THE Taliban held their first face-to-face talks with a joint US-EU delegation on Tuesday in Qatar as Brussels pledged one billion Euros in aid for Afghanistan.
European Commission President Ursula von der Leyen announced the EU aid package, stressing the funds are direct support for the Afghans and would be channelled through international organizations working on the ground, not to the Taliban’s interim government.
Whilst the aid package is really a welcome step to avert humanitarian crisis in the war-torn country but providing it through Non Government Organizations really shows their lack of trust on the new Afghan set-up.
Only the time will tell as to how the package is disbursed to bring some relief in the life of Afghan people.
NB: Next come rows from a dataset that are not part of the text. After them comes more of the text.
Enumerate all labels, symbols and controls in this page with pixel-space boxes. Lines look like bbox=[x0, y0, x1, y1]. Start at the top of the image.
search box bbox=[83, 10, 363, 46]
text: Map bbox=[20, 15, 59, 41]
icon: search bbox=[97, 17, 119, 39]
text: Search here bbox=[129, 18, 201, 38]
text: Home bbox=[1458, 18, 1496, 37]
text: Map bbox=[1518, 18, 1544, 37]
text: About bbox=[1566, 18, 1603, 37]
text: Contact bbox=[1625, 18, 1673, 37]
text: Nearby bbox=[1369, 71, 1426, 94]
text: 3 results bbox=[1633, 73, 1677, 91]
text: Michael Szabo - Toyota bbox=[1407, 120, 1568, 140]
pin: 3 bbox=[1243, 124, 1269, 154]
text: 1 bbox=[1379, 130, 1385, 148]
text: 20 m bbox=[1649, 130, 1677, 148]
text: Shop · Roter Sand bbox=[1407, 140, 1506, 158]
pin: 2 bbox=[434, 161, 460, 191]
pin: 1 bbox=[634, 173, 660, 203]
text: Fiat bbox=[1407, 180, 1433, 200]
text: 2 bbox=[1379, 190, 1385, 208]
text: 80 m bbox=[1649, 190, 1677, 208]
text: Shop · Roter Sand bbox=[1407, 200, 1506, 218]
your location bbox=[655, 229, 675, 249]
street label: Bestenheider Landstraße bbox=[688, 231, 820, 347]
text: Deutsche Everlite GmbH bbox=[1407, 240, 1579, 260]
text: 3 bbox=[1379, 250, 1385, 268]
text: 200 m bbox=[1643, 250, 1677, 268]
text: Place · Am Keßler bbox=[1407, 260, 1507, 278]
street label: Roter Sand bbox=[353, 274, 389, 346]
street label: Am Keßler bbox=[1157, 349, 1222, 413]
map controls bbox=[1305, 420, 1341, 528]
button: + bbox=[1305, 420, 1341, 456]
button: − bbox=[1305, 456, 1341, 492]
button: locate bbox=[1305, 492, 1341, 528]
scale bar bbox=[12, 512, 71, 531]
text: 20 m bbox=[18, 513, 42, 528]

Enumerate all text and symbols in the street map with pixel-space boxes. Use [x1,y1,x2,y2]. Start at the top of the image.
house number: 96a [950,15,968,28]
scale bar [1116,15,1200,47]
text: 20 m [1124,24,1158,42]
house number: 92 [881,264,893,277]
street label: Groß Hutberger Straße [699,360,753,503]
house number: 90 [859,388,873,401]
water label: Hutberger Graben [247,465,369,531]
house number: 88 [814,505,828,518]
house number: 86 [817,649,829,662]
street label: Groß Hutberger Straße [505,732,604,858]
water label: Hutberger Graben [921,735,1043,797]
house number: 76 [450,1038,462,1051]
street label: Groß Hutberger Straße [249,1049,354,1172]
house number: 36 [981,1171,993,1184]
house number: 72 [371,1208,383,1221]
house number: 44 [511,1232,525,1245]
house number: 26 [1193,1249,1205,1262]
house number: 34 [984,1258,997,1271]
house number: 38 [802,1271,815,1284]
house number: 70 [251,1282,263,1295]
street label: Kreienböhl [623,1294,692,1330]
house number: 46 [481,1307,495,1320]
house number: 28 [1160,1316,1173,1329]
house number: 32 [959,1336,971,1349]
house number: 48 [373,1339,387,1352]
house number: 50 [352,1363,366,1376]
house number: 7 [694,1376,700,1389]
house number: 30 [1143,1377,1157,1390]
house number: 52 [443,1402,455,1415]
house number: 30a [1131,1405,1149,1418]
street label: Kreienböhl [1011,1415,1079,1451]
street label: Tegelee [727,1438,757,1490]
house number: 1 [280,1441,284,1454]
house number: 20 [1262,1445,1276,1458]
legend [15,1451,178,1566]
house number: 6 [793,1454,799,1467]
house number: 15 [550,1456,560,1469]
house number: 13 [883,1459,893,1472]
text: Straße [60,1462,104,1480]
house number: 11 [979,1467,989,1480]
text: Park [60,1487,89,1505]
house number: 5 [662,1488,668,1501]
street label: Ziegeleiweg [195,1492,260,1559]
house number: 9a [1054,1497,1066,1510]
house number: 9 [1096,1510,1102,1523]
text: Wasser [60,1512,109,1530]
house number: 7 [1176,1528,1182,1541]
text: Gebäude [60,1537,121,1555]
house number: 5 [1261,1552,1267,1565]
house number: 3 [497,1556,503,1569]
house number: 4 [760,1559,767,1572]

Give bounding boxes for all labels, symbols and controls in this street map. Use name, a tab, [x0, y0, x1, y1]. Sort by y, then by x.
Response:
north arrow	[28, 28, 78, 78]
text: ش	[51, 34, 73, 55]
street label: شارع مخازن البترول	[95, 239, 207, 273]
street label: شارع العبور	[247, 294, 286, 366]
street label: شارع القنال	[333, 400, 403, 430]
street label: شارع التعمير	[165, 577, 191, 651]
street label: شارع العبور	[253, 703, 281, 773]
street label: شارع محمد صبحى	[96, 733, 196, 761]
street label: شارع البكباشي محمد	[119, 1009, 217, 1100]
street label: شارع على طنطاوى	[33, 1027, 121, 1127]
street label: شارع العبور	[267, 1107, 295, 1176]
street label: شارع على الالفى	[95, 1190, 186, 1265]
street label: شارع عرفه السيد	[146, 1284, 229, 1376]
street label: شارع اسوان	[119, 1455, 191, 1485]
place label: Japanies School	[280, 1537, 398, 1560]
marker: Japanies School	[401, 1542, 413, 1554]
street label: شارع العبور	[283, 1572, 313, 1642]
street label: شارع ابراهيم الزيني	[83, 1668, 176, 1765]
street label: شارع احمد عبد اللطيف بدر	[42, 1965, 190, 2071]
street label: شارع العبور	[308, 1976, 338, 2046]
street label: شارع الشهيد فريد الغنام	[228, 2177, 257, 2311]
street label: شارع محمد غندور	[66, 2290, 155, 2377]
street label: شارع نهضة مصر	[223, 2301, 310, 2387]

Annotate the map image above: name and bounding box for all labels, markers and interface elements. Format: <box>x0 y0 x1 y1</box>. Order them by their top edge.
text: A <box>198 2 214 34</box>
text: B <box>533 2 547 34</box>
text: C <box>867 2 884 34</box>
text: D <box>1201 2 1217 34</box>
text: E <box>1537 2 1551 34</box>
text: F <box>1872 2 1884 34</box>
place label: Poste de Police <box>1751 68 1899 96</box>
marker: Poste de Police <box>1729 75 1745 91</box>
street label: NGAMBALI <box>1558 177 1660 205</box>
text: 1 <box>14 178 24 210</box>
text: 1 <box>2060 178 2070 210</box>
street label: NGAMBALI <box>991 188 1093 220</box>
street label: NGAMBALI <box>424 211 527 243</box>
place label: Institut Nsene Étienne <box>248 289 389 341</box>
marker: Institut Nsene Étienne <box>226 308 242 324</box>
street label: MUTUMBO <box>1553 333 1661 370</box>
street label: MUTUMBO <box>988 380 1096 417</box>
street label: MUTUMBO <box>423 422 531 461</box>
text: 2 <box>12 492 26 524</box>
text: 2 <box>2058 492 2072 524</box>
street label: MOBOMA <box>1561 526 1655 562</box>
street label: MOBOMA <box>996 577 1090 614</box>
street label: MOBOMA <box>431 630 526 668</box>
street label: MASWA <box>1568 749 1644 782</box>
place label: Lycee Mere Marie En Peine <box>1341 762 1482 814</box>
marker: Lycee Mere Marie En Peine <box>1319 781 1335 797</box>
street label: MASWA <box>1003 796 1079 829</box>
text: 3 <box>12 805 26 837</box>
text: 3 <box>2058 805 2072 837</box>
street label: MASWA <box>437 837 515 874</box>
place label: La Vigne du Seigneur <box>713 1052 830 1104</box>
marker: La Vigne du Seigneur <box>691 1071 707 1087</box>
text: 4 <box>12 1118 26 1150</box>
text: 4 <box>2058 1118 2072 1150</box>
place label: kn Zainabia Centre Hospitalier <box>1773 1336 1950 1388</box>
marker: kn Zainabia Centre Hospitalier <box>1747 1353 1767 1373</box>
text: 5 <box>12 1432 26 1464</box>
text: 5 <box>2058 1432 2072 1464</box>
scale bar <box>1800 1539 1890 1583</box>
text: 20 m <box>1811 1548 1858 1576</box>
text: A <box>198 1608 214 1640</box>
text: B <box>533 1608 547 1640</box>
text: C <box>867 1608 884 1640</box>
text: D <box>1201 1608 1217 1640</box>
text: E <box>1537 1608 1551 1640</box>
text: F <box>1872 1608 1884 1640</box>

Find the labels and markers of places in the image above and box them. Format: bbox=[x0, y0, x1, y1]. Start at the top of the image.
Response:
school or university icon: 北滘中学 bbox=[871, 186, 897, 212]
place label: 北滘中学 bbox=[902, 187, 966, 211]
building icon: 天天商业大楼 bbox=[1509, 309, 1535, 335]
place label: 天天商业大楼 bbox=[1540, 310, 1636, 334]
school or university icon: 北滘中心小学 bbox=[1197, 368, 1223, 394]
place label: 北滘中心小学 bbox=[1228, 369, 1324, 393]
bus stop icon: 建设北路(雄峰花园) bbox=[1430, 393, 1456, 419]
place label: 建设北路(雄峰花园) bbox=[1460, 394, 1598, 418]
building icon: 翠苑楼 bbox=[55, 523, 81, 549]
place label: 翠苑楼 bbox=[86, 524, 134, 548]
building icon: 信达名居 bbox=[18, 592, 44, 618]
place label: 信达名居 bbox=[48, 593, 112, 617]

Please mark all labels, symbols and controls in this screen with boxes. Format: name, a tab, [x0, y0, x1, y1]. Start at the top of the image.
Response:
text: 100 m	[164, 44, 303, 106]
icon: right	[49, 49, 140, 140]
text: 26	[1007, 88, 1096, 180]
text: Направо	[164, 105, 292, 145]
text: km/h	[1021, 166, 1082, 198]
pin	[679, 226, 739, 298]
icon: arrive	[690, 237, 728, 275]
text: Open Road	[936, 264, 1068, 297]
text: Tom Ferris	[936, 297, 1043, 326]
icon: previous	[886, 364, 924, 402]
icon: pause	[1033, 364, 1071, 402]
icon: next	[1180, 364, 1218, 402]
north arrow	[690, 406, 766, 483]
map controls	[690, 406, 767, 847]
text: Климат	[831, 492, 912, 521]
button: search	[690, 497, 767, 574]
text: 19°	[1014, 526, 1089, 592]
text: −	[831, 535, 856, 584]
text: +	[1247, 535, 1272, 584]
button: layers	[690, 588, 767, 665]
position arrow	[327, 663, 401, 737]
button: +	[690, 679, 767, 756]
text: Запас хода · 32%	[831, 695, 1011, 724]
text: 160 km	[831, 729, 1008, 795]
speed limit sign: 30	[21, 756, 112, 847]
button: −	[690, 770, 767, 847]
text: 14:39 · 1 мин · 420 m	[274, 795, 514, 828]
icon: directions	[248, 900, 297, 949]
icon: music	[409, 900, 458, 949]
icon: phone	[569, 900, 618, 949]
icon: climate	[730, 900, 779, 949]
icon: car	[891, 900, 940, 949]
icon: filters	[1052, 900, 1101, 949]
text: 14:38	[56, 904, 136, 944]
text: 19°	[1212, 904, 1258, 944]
In our view, however, it will have been far useful if the funds were provided directly to the interim Afghan set-up as they have control over the entire country and can better regulate and use them wherever needed the most.
This would also have helped the western countries to develop a better working relationship with the Taliban. It must be understood that the new set-up requires funds to run day-to-day affairs besides importing the items that are required in the country.
Leaving them high and dry will only take the situation towards the worst. Hence, the western countries will have to review their policy and unfreeze Afghanistan’s funds to the tune of about $ 9 billion.
The first priority should be that the basic needs of the Afghans are fulfilled in a timely manner before pressing for anything else.
Whilst forgetting the bitterness of the past, both the sides will have to move forward with a positive frame of mind to heal the wounds of Afghan people.
The consultation process between the Taliban and the western countries must go on without any hiatus in order to take the matters towards improvement and pave the way for rebuilding of the conflict- ridden country. The West has a greater responsibility to rehabilitate the life of ordinary Afghans.